• **PROBLEM DETAILS**:
When you copy the material, keep each line exactly as it appears.
+++ DATA TO EXAMINE +++
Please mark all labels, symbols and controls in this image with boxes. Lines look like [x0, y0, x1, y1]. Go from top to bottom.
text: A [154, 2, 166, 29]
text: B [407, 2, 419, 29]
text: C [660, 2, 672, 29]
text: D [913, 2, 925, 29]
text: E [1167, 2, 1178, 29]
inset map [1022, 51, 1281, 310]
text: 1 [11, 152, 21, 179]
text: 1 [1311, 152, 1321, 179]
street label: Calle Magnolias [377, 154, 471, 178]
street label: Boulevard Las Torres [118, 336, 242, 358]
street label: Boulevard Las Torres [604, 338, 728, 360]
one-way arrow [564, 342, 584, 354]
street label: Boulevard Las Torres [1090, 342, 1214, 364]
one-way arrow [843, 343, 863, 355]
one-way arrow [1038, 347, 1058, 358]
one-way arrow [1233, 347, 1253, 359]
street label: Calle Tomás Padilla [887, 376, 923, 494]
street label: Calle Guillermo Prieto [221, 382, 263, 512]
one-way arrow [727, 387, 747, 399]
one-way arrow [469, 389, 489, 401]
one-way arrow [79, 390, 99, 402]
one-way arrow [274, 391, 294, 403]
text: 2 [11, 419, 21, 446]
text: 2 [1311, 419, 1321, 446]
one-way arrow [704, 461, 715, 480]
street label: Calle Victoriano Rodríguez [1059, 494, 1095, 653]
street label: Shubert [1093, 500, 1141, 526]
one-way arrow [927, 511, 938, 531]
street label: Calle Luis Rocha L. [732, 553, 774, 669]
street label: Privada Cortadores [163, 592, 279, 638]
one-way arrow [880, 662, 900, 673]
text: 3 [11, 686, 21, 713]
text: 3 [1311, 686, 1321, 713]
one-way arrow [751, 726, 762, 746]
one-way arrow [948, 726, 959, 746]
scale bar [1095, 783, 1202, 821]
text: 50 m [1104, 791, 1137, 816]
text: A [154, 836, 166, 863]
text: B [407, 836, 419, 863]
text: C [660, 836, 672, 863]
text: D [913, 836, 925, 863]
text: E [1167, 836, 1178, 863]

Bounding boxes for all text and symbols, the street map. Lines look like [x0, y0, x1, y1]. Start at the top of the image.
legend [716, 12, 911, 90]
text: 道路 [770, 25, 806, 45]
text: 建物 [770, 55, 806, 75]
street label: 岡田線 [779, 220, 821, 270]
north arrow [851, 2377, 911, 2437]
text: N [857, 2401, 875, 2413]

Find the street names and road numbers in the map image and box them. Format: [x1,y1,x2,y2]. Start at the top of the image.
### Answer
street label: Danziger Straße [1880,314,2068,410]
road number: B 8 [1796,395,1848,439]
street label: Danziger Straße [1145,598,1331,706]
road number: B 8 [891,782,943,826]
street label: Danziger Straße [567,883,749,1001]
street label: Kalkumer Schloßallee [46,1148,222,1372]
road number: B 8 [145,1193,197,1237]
+++
• **YOUR RESPONSE**:
Please mark all labels, symbols and controls in this image with boxes. Lines look like [x0, y0, x1, y1]. Go from top to bottom.
text: A [154, 2, 166, 29]
text: B [407, 2, 419, 29]
text: C [660, 2, 672, 29]
text: D [913, 2, 925, 29]
text: E [1167, 2, 1178, 29]
inset map [1022, 51, 1281, 310]
text: 1 [11, 152, 21, 179]
text: 1 [1311, 152, 1321, 179]
street label: Calle Magnolias [377, 154, 471, 178]
street label: Boulevard Las Torres [118, 336, 242, 358]
street label: Boulevard Las Torres [604, 338, 728, 360]
one-way arrow [564, 342, 584, 354]
street label: Boulevard Las Torres [1090, 342, 1214, 364]
one-way arrow [843, 343, 863, 355]
one-way arrow [1038, 347, 1058, 358]
one-way arrow [1233, 347, 1253, 359]
street label: Calle Tomás Padilla [887, 376, 923, 494]
street label: Calle Guillermo Prieto [221, 382, 263, 512]
one-way arrow [727, 387, 747, 399]
one-way arrow [469, 389, 489, 401]
one-way arrow [79, 390, 99, 402]
one-way arrow [274, 391, 294, 403]
text: 2 [11, 419, 21, 446]
text: 2 [1311, 419, 1321, 446]
one-way arrow [704, 461, 715, 480]
street label: Calle Victoriano Rodríguez [1059, 494, 1095, 653]
street label: Shubert [1093, 500, 1141, 526]
one-way arrow [927, 511, 938, 531]
street label: Calle Luis Rocha L. [732, 553, 774, 669]
street label: Privada Cortadores [163, 592, 279, 638]
one-way arrow [880, 662, 900, 673]
text: 3 [11, 686, 21, 713]
text: 3 [1311, 686, 1321, 713]
one-way arrow [751, 726, 762, 746]
one-way arrow [948, 726, 959, 746]
scale bar [1095, 783, 1202, 821]
text: 50 m [1104, 791, 1137, 816]
text: A [154, 836, 166, 863]
text: B [407, 836, 419, 863]
text: C [660, 836, 672, 863]
text: D [913, 836, 925, 863]
text: E [1167, 836, 1178, 863]

Bounding boxes for all text and symbols, the street map. Lines look like [x0, y0, x1, y1]. Start at the top of the image.
legend [716, 12, 911, 90]
text: 道路 [770, 25, 806, 45]
text: 建物 [770, 55, 806, 75]
street label: 岡田線 [779, 220, 821, 270]
north arrow [851, 2377, 911, 2437]
text: N [857, 2401, 875, 2413]

Find the street names and road numbers in the map image and box them. Format: [x1,y1,x2,y2]. Start at the top of the image.
### Answer
street label: Danziger Straße [1880,314,2068,410]
road number: B 8 [1796,395,1848,439]
street label: Danziger Straße [1145,598,1331,706]
road number: B 8 [891,782,943,826]
street label: Danziger Straße [567,883,749,1001]
street label: Kalkumer Schloßallee [46,1148,222,1372]
road number: B 8 [145,1193,197,1237]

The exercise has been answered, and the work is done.